The Jealous Sound - Kill Them With Kindness (Cover Artwork)
Staff Review

The Jealous Sound

Kill Them With Kindness (2003)

Better Looking

I'm not feeling incredibly eloquent today, so let's see if I can get this out without sounding like an uneducated fool. Basically, here's the skinny - once upon a time [about the early-to-mid nineties,to be exact], there was a band called Knapsack. Knapsack was fronted by a man named Blair Shehan. The band, alongside bands like Jawbox, Mineral, Texas Is The Reason, and Braid helped define what the modern "emo" sound is today, except Blair had a significantly cheerier outlook on songwriting. Where Knapsack left off, the Jealous Sound tried to pick up on their self-titled EP that came out in 2000, but the release felt suffocating and a bit stunted, as if Shehan was writing it for other people, not himself. With this, the group's first proper full-length, Blair has regained his footing atop the mountain of indie rock songwriters.

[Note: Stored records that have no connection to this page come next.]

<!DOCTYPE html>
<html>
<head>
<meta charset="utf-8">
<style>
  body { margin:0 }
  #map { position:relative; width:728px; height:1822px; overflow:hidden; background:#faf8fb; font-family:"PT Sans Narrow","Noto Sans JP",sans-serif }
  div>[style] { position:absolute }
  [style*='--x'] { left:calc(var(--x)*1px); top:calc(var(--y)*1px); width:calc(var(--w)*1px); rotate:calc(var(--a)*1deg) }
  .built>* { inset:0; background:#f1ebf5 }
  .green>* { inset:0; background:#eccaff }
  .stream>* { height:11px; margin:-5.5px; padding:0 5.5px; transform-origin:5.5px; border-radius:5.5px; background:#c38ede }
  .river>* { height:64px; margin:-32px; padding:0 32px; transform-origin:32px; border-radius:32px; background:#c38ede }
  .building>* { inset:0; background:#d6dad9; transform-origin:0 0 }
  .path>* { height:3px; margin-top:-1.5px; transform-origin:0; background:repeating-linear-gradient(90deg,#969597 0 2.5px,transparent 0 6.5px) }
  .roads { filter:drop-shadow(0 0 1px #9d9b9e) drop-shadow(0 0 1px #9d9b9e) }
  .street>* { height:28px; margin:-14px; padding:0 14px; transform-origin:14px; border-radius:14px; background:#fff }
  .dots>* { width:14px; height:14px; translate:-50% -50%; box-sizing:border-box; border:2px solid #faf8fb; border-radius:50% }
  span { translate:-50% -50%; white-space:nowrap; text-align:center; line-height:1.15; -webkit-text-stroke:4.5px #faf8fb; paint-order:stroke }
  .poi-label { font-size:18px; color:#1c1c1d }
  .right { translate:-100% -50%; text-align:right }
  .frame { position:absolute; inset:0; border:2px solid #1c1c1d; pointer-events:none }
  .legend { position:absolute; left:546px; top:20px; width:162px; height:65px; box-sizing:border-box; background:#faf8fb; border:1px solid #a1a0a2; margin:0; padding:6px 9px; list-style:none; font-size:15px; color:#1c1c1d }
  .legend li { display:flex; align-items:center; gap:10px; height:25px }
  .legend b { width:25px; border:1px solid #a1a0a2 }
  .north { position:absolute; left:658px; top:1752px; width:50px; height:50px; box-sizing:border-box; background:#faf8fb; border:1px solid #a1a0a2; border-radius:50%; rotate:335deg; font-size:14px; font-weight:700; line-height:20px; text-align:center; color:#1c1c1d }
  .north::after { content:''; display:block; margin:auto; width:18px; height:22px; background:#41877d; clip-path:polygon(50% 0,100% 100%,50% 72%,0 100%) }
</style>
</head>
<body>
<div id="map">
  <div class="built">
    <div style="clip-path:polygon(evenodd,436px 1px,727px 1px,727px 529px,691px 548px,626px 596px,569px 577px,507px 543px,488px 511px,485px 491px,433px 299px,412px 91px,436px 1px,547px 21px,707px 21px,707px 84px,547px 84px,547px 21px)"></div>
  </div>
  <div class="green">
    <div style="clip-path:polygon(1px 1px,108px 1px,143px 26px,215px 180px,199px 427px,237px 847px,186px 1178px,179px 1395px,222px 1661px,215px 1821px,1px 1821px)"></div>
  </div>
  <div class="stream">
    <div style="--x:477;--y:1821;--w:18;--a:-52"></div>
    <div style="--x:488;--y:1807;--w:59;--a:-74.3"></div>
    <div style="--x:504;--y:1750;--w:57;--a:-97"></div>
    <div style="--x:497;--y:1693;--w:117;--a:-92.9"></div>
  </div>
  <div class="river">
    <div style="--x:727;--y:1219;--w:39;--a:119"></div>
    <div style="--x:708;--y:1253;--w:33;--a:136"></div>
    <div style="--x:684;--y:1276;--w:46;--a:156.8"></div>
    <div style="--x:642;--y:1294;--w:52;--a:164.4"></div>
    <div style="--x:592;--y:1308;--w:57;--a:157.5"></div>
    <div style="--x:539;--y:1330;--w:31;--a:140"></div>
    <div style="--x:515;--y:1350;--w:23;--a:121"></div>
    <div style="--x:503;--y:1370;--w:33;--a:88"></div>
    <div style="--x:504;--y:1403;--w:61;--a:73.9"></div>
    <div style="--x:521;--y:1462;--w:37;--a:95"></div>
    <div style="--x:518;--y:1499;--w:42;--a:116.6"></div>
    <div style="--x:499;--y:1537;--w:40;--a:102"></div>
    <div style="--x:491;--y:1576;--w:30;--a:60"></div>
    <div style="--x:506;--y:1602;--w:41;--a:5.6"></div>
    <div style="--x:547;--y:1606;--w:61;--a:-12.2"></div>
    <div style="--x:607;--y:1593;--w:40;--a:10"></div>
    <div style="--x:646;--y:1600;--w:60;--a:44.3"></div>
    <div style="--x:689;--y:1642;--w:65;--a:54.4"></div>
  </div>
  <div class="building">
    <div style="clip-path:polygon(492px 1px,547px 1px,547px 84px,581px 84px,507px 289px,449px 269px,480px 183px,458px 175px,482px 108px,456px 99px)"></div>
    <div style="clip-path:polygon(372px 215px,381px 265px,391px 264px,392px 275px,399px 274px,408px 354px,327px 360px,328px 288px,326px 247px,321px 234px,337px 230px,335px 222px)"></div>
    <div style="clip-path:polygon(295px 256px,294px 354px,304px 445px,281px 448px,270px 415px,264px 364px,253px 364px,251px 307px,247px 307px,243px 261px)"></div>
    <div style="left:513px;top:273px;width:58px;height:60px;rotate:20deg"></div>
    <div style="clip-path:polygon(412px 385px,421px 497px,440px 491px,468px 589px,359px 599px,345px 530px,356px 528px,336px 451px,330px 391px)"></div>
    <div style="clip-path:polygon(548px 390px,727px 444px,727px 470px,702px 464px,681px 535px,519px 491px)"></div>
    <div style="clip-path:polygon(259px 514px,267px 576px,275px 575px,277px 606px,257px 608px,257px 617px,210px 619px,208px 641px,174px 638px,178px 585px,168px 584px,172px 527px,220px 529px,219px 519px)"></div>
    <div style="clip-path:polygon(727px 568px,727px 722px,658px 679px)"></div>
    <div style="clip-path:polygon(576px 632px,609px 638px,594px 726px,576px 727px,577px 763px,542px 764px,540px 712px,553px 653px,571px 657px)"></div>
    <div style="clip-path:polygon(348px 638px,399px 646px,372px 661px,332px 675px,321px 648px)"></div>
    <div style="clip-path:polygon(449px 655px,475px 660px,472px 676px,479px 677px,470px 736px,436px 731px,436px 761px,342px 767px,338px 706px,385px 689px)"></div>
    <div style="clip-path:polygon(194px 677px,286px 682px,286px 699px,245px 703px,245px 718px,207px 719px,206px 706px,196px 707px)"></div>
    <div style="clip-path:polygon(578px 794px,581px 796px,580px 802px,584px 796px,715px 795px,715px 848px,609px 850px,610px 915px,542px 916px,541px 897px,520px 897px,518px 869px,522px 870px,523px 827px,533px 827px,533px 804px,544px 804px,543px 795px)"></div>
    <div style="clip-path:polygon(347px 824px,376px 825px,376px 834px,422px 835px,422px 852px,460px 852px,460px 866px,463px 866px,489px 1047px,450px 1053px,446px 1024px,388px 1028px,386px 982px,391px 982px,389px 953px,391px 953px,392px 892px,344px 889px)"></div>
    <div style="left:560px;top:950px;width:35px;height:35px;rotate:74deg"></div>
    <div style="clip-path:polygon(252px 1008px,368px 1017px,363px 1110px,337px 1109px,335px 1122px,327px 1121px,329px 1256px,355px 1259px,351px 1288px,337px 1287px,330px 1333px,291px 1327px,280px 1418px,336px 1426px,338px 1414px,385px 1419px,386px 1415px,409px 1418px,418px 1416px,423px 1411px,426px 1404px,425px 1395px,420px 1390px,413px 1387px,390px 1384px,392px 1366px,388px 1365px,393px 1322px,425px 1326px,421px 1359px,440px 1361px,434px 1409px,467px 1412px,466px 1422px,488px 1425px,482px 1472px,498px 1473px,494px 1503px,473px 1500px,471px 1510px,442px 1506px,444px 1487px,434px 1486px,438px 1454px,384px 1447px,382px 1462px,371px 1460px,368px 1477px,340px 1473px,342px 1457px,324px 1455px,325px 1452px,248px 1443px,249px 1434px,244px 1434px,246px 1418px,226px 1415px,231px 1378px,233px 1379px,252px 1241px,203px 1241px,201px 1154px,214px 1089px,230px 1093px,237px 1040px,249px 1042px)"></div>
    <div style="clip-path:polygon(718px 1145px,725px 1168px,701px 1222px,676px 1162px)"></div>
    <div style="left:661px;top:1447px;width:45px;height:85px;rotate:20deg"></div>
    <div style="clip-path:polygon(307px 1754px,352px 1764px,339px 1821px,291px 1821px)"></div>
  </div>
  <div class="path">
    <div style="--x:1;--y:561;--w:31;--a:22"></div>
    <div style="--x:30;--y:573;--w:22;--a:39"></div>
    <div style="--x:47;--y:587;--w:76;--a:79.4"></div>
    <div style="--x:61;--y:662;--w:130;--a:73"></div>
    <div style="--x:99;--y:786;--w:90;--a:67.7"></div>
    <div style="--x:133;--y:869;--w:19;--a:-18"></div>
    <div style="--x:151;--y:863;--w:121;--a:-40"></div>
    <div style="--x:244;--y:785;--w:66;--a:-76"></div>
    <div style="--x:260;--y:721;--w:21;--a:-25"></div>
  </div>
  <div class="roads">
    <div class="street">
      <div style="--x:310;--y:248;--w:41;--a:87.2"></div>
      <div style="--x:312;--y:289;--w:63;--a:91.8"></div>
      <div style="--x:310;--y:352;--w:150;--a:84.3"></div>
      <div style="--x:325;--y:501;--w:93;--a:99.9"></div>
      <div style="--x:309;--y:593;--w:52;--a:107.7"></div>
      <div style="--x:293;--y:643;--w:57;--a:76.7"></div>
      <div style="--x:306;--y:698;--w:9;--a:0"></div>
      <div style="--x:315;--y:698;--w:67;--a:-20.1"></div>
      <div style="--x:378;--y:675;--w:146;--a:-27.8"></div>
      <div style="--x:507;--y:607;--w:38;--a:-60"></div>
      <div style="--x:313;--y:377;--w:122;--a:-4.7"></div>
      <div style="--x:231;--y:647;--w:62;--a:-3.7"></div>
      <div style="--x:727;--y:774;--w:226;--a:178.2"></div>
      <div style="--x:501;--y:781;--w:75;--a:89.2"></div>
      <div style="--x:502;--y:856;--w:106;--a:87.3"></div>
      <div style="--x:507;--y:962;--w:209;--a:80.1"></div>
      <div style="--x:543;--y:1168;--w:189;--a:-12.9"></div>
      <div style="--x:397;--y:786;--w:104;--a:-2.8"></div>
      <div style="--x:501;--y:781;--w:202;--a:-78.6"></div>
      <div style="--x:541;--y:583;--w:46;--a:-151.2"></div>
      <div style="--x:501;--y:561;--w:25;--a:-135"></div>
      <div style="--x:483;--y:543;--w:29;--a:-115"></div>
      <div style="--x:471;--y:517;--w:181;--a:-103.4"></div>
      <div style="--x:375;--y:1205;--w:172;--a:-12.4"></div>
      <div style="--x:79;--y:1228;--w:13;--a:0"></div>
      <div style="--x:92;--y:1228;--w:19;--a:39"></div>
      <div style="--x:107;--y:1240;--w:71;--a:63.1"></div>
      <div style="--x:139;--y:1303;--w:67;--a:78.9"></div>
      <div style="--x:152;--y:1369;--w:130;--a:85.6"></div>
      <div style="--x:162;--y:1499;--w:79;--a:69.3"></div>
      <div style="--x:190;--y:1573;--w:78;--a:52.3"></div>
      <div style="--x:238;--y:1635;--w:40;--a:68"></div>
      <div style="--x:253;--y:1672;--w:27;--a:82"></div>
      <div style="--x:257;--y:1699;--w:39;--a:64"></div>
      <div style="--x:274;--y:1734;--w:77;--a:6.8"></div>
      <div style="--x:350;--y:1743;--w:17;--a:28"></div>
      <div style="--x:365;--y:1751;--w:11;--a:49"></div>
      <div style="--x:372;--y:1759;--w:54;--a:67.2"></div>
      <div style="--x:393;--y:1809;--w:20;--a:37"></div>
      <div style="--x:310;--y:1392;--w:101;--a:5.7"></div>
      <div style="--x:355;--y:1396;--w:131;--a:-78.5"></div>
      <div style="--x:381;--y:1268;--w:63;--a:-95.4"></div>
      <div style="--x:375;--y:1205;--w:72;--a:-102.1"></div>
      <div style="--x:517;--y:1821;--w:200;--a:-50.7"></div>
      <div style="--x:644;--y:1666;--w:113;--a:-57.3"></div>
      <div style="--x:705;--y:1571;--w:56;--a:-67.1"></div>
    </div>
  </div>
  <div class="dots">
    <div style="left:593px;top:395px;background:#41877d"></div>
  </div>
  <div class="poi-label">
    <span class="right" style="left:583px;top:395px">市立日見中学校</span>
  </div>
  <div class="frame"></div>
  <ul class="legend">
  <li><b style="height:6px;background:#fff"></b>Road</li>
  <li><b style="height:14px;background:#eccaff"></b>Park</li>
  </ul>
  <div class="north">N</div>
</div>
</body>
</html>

And the music ain't half bad, either.

But first, the other members - this band isn't just ex-Knapsack, you know. Guitarist Pedro Benito sharpened his claws in the wholly underrated Sunday's Best, and new drummer Adam Wade's name might ring a few bells - he was responsible for hitting the skins for both Shudder To Think and the aforementioned Jawbox. These four guys aren't youngins; they've been around the block and back many a time, and have used this wisdom to make a tightly honed rock machine.

And rock the Jealous Sound does, and does well. Juxtaposing the cute album title and kitchy pastel artwork is some thick guitar lines driven by solid drumming and Blair's highly unique voice [think Mineral or Sunny Day Real Estate's vocals but without as much whine]. The music has a feel of what maybe Jawbreaker might have evolved into, given time - a lot of it is emotional pop punk, but with a happier edge. This band might bridge the gap between "Dear You" and "Orange Rhyming Dictionary" [especially with their use of keyboards on a few tracks]. Now I'm not saying Shehan is as good a lyricist as Mr. Schwarzenbach in his prime, but he easily rivals a lot of stuff Blake's spat out in his JTB days [and totally demolishes a lot of the fodder found on the Jets' newest disc].

I'm not sure exactly what more to say about this album, besides there isn't a single time I haven't listened to it that I haven't enjoyed it. It's not breaking tremendous amounts of new ground, but it's enjoyable for what it is, and it will see many a spin in my car this summer.